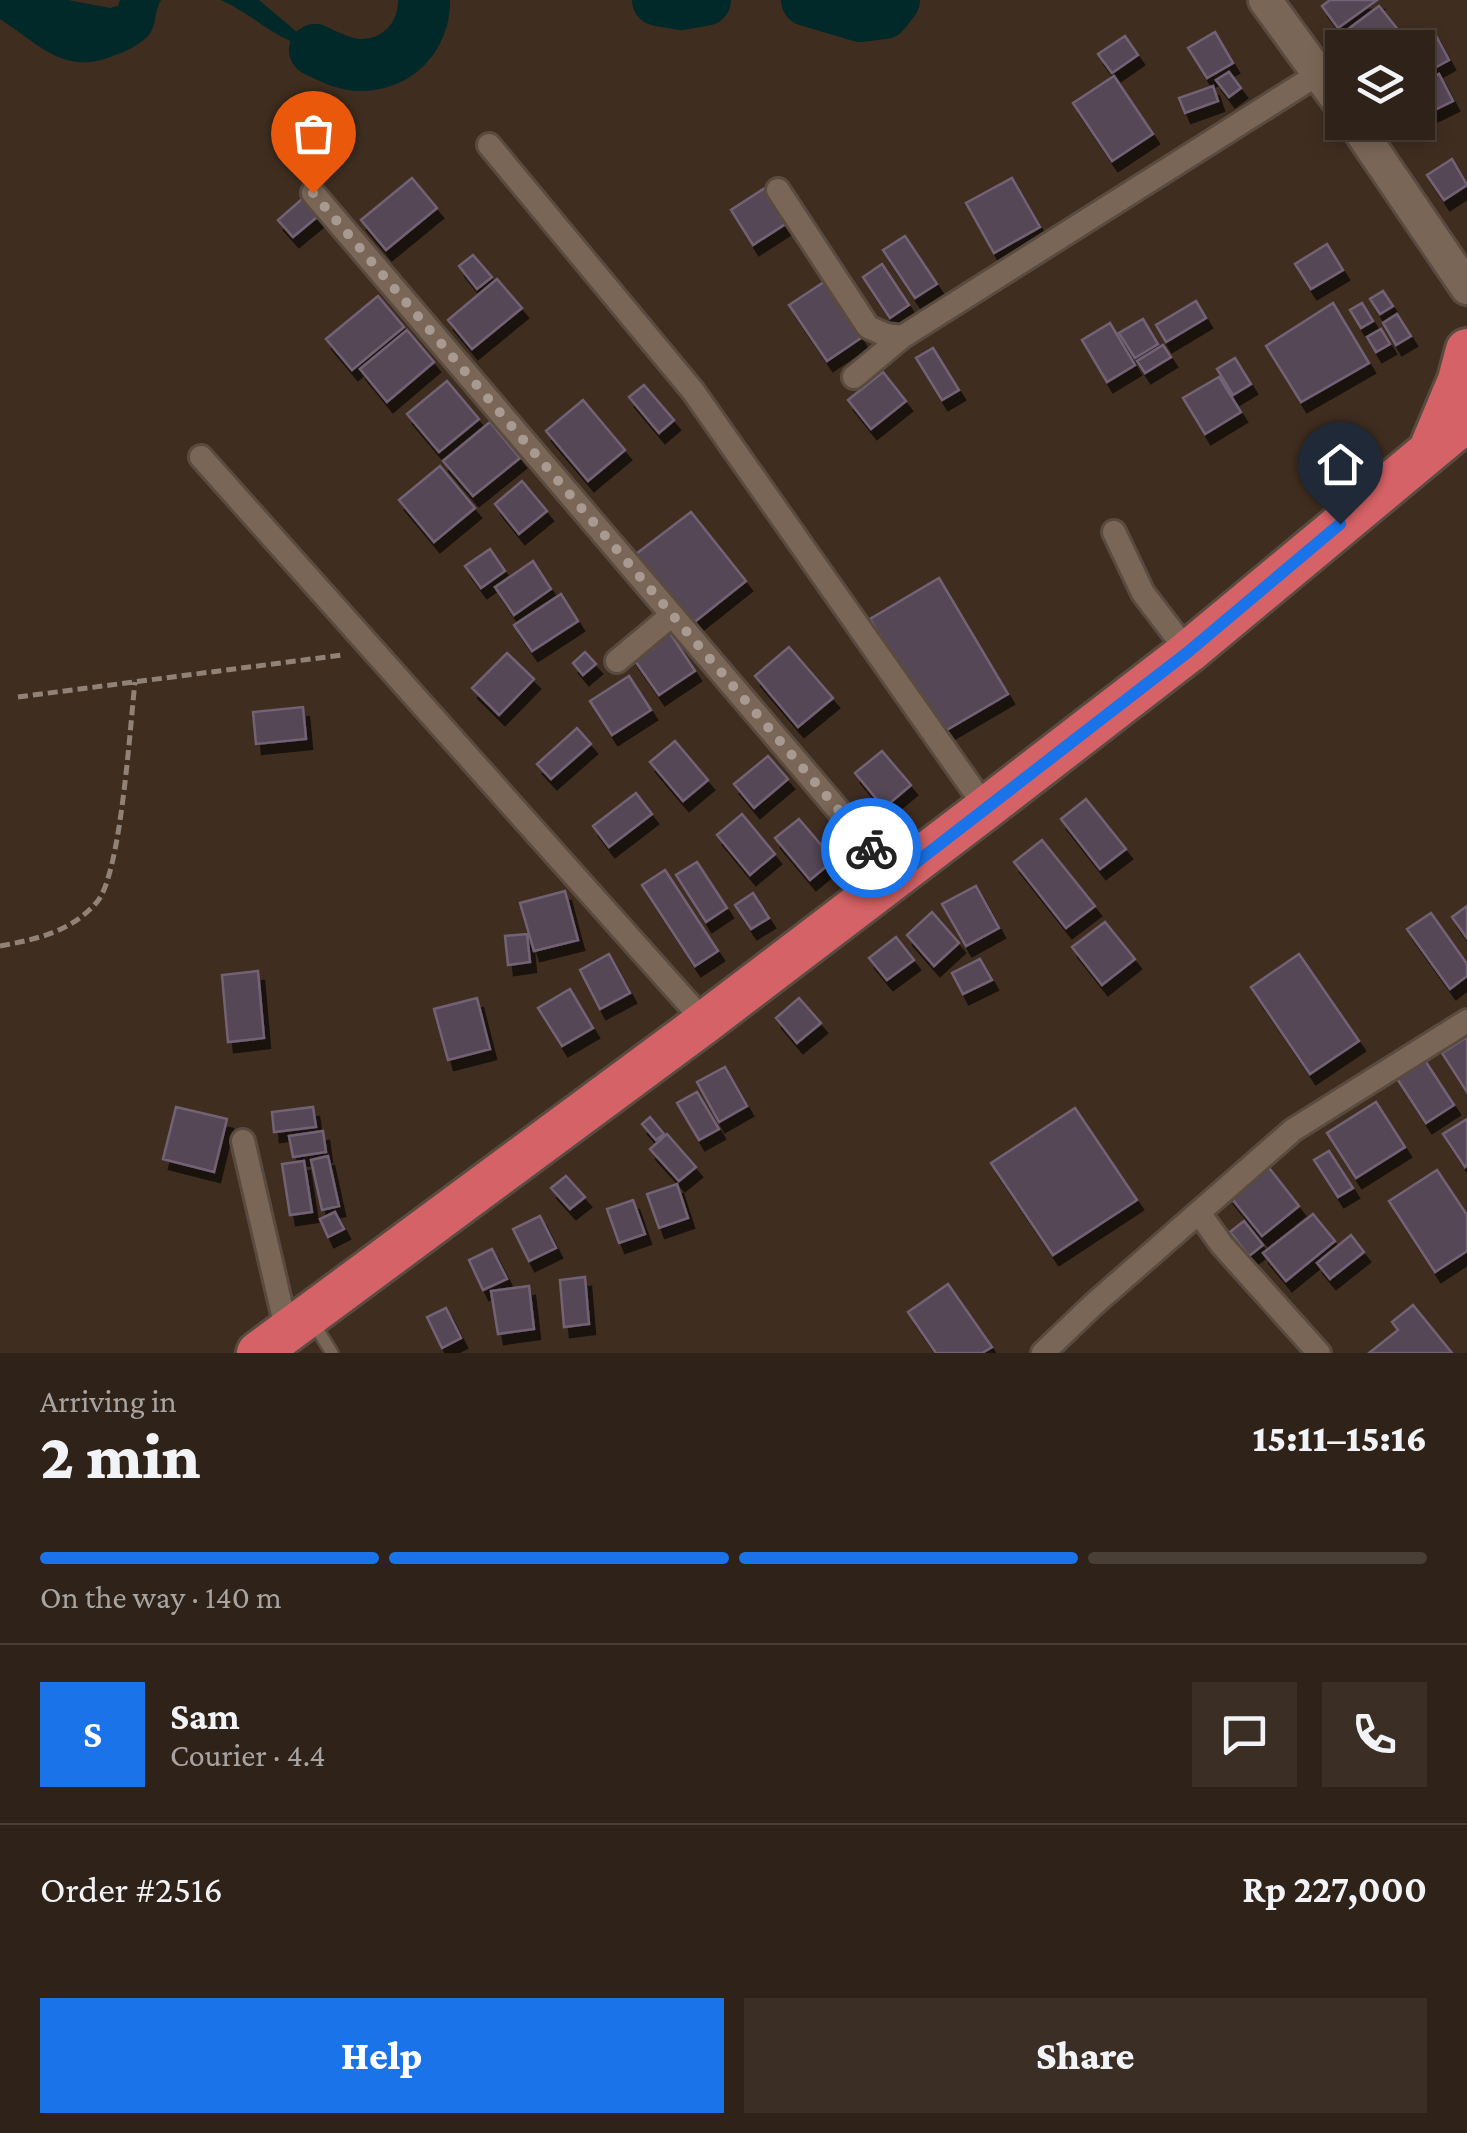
<!DOCTYPE html>
<meta charset="utf-8">
<style>
:root{--surface:#2f2218;--page:#3b2f25;--text:#f1f3f6;--muted:#a7a4a2;--line:#4a3f37;--accent:#1a73e8}
body{margin:0;font-family:"Crimson Pro",serif;background:var(--page);color:var(--text);height:100vh;display:flex;flex-direction:column;font-size:38px;white-space:nowrap}
*{box-sizing:border-box;margin:0}
p{font-size:32px;color:var(--muted)}
.icon{flex:none;width:55px;height:55px;fill:none;stroke:currentColor;stroke-width:2;stroke-linecap:round;stroke-linejoin:round}
.map{position:relative;height:1353px;overflow:hidden}
.sheet{display:flex;flex-direction:column;background:var(--surface);flex:1}
.sheet>*{flex:none}
.buttons{position:absolute;left:1325px;top:30px;display:grid;gap:20px}
.buttons a{display:grid;place-items:center;width:110px;height:110px;border-radius:0px;background:var(--surface);box-shadow:0 5px 15px #0003,0 0 0 2px var(--line);font-size:50px}
.pin{position:absolute;display:grid;place-items:center;width:85px;height:85px;color:#fff;margin:-102px -42px;border-radius:50% 50% 50% 0;rotate:-45deg;box-shadow:0 0 10px #0007}
.pin .icon{rotate:45deg}
.courier{position:absolute;display:grid;place-items:center;width:100px;height:100px;margin:-50px;border:8px solid #1a73e8;border-radius:50%;background:#fff;color:#222;box-shadow:0 2px 12px #0007}
.head em{font-style:normal;font-weight:800}
.head div{display:flex;flex-direction:column-reverse}
.head{display:flex;align-items:center;justify-content:space-between;height:170px;padding:0 40px}
h1{font-size:65px;font-weight:800;line-height:75px}
.bar{display:grid;grid-template-columns:repeat(4,1fr);gap:15px 10px;align-content:center;height:120px;padding:0 40px}
.bar i{height:12px;border-radius:8px;background:var(--line)}
.bar .active{background:var(--accent)}
.bar p{grid-column:span 4}
.line{display:flex;align-items:center;gap:25px;padding:0 40px;border-top:2px solid var(--line)}
.line div{flex:1}
.round{display:grid;place-items:center;flex:none;width:105px;height:105px;border-radius:0px;background:var(--page)}
.cta{display:flex;gap:20px;margin-top:auto;padding:20px 40px}
.cta a{flex:1;height:115px;border-radius:0px;background:var(--accent);color:#fff;font-size:40px;font-weight:800;line-height:115px;text-align:center}
.cta a+a{background:var(--page);color:var(--text)}
.map>svg:first-child{display:block}
.water{fill:#012929}
.lines{fill:none;stroke-linecap:round;stroke-linejoin:round}
.river{stroke:#012929;stroke-width:52}
.building{fill:#554657;stroke:#736275;stroke-width:2.5;filter:url(#shadow)}
.lane-casing{stroke:#5a4b40;stroke-width:16}
.street-casing{stroke:#5a4b40;stroke-width:28}
.secondary-casing{stroke:#5a4b40;stroke-width:38}
.highway-casing{stroke:#5a4b40;stroke-width:48}
.path{stroke:#918277;stroke-width:5;stroke-dasharray:10 5;stroke-linecap:butt}
.lane{stroke:#7a6657;stroke-width:11}
.street{stroke:#7a6657;stroke-width:22}
.secondary{stroke:#7a6657;stroke-width:32}
.highway{stroke:#d56266;stroke-width:42}
.done{stroke:#a89a90;stroke-width:10;stroke-dasharray:0 18}
.route{stroke:#1a73e8;stroke-width:12}
</style>
<div class="map">
<svg width="1467" height="1353" viewBox="0 0 1467 1353">
<defs>
<filter id="shadow"><feDropShadow dx="6" dy="10" stdDeviation="0" flood-color="#0009"/></filter>
</defs>
<rect width="100%" height="100%" fill="#3f2d20"/>
<path class="water" d="M0 0H68L110 8 118 6 120 0H161C154 11 157 26 148 36 139 45 125 52 113 56 64 76 39 44 0 19Z
M221 0H259L317 49C275 41 258 17 221 0Z"/>
<g class="lines">
<path class="river" d="M658 0 682 4 705 0
M807 0 861 16 884 13 894 0
M315 50C329 57 345 65 360 65 397 66 425 36 424 0"/>
</g>
<path class="building" d="M1330 0H1377L1338 28 1322 6Z
M1379 6 1399 31 1376 48H1354L1343 33Z
M1215 32 1233 63 1207 78 1188 48Z
M1434 32 1449 60 1418 77V48H1404Z
M1125 36 1138 55 1112 73 1098 54Z
M1229 72 1241 88 1229 97 1216 80Z
M1439 74 1453 101 1418 118V84Z
M1114 76 1153 134 1112 161 1073 103Z
M1213 86 1218 101 1185 113 1179 98Z
M1452 159 1467 185 1444 200 1427 175Z
M412 178 437 208 386 250 361 220Z
M1012 178 1040 227 994 253 966 203Z
M768 186 790 221 753 245 731 210Z
M302 199 317 217 293 237 278 220Z
M905 236 937 284 915 298 883 250Z
M1327 244 1343 270 1311 289 1295 264Z
M473 255 492 277 477 289 459 266Z
M882 264 909 305 890 318 863 277Z
M497 279 522 308 472 349 448 320Z
M824 282 861 338 827 361 789 305Z
M1383 291 1393 306 1380 314 1370 299Z
M378 296 404 327 352 370 326 339Z
M1196 301 1206 318 1166 342 1156 325Z
M1333 303 1369 363 1301 402 1266 346Z
M1362 303 1373 321 1361 328 1350 310Z
M1397 314 1411 336 1396 345 1383 323Z
M1143 319 1158 344 1135 358 1119 333Z
M1110 323 1135 365 1107 382 1082 340Z
M1381 329 1390 344 1376 352 1367 337Z
M407 330 434 362 387 402 360 369Z
M1163 345 1171 357 1145 373 1137 361Z
M933 348 959 390 942 400 916 358Z
M1235 358 1251 384 1233 395 1217 369Z
M883 372 906 401 871 429 848 400Z
M1219 377 1241 412 1205 434 1183 398Z
M447 381 479 419 439 452 407 414Z
M644 385 674 420 659 433 629 397Z
M583 400 625 450 588 481 546 431Z
M490 422 520 458 473 496 443 461Z
M440 466 475 508 434 542 399 500Z
M522 481 547 511 519 534 495 504Z
M691 512 746 581 692 624 636 554Z
M490 549 505 571 481 588 465 566Z
M533 561 551 589 514 615 495 587Z
M939 578 1008 694 938 735 870 619Z
M561 594 578 621 532 651 514 625Z
M668 630 695 671 659 695 631 655Z
M789 647 833 698 798 727 755 676Z
M585 652 596 664 583 675 573 663Z
M507 653 534 679 499 715 472 688Z
M629 676 651 710 612 735 590 701Z
M303 707 306 739 256 744 253 712Z
M577 728 591 744 551 779 537 764Z
M675 741 708 780 683 801 650 762Z
M882 751 911 785 884 808 855 773Z
M768 756 788 779 754 808 734 784Z
M636 793 652 814 609 847 593 826Z
M1086 799 1126 849 1100 869 1061 819Z
M742 814 775 854 750 875 717 835Z
M799 819 834 860 810 880 775 838Z
M1042 840 1095 906 1066 928 1014 862Z
M850 844 864 860 854 868 840 852Z
M697 862 727 908 706 922 676 875Z
M665 870 718 951 695 966 642 885Z
M976 886 999 928 966 946 942 904Z
M565 891 578 940 534 951 520 903Z
M753 893 769 918 751 929 735 905Z
M1467 906V938L1452 917Z
M932 912 959 943 934 966 907 935Z
M1431 913 1467 964V976L1450 989 1407 929Z
M1105 922 1135 959 1102 985 1072 947Z
M527 934 530 962 508 965 505 936Z
M896 937 914 960 887 980 869 958Z
M609 954 630 993 600 1009 580 970Z
M1299 954 1359 1041 1310 1074 1251 987Z
M980 959 992 980 963 994 952 973Z
M258 971 264 1038 228 1042 222 975Z
M570 989 593 1028 562 1046 538 1008Z
M477 998 490 1049 448 1060 434 1009Z
M799 998 821 1023 797 1043 776 1018Z
M1467 1037V1092L1442 1053Z
M1424 1059 1454 1105 1426 1123 1396 1077Z
M725 1067 747 1106 719 1122 697 1082Z
M697 1092 719 1129 699 1140 677 1103Z
M1376 1102 1405 1147 1356 1178 1327 1133Z
M176 1107 227 1119 214 1172 163 1159Z
M313 1107 316 1127 274 1132 272 1112Z
M1075 1108 1137 1200 1053 1255 991 1163Z
M650 1117 664 1134 656 1140 642 1124Z
M1467 1119V1165L1465 1167 1443 1134Z
M323 1131 326 1152 293 1157 289 1136Z
M667 1134 696 1167 679 1181 650 1149Z
M1329 1151 1353 1188 1338 1197 1314 1160Z
M328 1156 339 1206 322 1210 311 1160Z
M304 1161 312 1212 290 1215 282 1164Z
M1266 1164 1299 1206 1262 1236 1228 1194Z
M1437 1170 1467 1215V1251L1435 1272 1389 1201Z
M566 1176 585 1197 570 1209 551 1188Z
M677 1184 688 1218 659 1228 647 1194Z
M633 1200 645 1234 619 1243 607 1209Z
M335 1212 344 1229 328 1237 320 1219Z
M1313 1214 1335 1241 1286 1281 1263 1253Z
M540 1216 556 1248 529 1261 513 1229Z
M1244 1221 1263 1245 1249 1256 1230 1232Z
M1351 1235 1364 1252 1330 1279 1317 1263Z
M492 1249 507 1279 483 1290 469 1260Z
M585 1277 589 1324 564 1327 560 1280Z
M948 1284 992 1347 982 1353H936L908 1312Z
M529 1286 534 1329 498 1334 491 1291Z
M1413 1305 1452 1353H1369L1398 1330 1392 1322Z
M446 1308 461 1338 442 1348 427 1317Z"/>
<g class="lines">
<g class="lane-casing">
<path id="lane" d="M314 1324 332 1353"/>
</g>
<g class="street-casing">
<path id="street" d="M489 145 693 391 986 808
M778 190 868 327 886 335 902 337 1320 73
M313 193 896 878
M854 377 902 337
M201 457 705 1022
M1114 532 1143 593 1188 652
M617 661 672 615
M243 1141 287 1332
M1199 1213 1222 1245 1319 1353
M1043 1353 1093 1305 1293 1130 1467 1021"/>
</g>
<g class="secondary-casing">
<path id="secondary" d="M1265 0 1342 106
M1354 122 1467 288"/>
</g>
<g class="highway-casing">
<path id="highway" d="M1431 447 1459 380 1467 350
M258 1353 705 1022 986 808 1188 652 1467 420"/>
</g>
<path class="path" d="M18 697 342 655
M0 946C37 939 71 932 97 902 121 874 130 726 135 682"/>
<use href="#lane" class="lane"/>
<use href="#street" class="street"/>
<use href="#secondary" class="secondary"/>
<use href="#highway" class="highway"/>
</g>
<g class="lines">
<path class="done" d="M313 193 871 848"/>
<path class="route" d="M871 848 896 878 1188 652 1340 524"/>
</g>
</svg>
<div class="buttons">
<a><svg class="icon" aria-label="layers" viewBox="0 0 24 24"><path d="M12 4l9 5-9 5-9-5zM3 14l9 5 9-5"/></svg></a>
</div>
<div class="pin" style="left:313px;top:193px;background:#ea580c"><svg class="icon" aria-label="bag" viewBox="0 0 24 24"><path d="M5 8h14l-1 12H6zM9 8a3 3 0 0 1 6 0"/></svg></div>
<div class="pin" style="left:1340px;top:524px;background:#1f2937"><svg class="icon" aria-label="home" viewBox="0 0 24 24"><path d="M3 11l9-7 9 7M6 9v11h12V9"/></svg></div>
<div class="courier" style="left:871px;top:848px"><svg class="icon" aria-label="bike" viewBox="0 0 24 24"><circle cx="6" cy="16" r="4"/><circle cx="18" cy="16" r="4"/><path d="M6 16l4-8h5l3 8M10 8l3 8H6M13 5h3"/></svg></div>
</div>
<section class="sheet">
<div class="head"><div><h1>2 min</h1><p>Arriving in</p></div><em>15:11–15:16</em></div>
<div class="bar"><i class="active"></i><i class="active"></i><i class="active"></i><i></i><p>On the way · 140 m</p></div>
<div class="line" style="height:180px"><b class="round" style="background:var(--accent);color:#fff">S</b><div><b>Sam</b><p>Courier · 4.4</p></div><a class="round"><svg class="icon" aria-label="chat" viewBox="0 0 24 24"><path d="M4 5h16v11H9l-5 4z"/></svg></a><a class="round"><svg class="icon" aria-label="phone" viewBox="0 0 24 24"><path d="M5 4h4l2 5-3 2q2 4 5 5l2-3 5 2v4C11 20 4 13 5 4z"/></svg></a></div>
<div class="line" style="height:130px"><div>Order #2516</div><b>Rp 227,000</b></div>
<div class="cta"><a>Help</a><a>Share</a></div>
</section>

################

Find the word "size" in the records, and report each line that has it.

§ EXERCISE RESULT
body{margin:0;font-family:"Crimson Pro",serif;background:var(--page);color:var(--text);height:100vh;display:flex;flex-direction:column;font-size:38px;white-space:nowrap}
p{font-size:32px;color:var(--muted)}
.buttons a{display:grid;place-items:center;width:110px;height:110px;border-radius:0px;background:var(--surface);box-shadow:0 5px 15px #0003,0 0 0 2px var(--line);font-size:50px}
h1{font-size:65px;font-weight:800;line-height:75px}
.cta a{flex:1;height:115px;border-radius:0px;background:var(--accent);color:#fff;font-size:40px;font-weight:800;line-height:115px;text-align:center}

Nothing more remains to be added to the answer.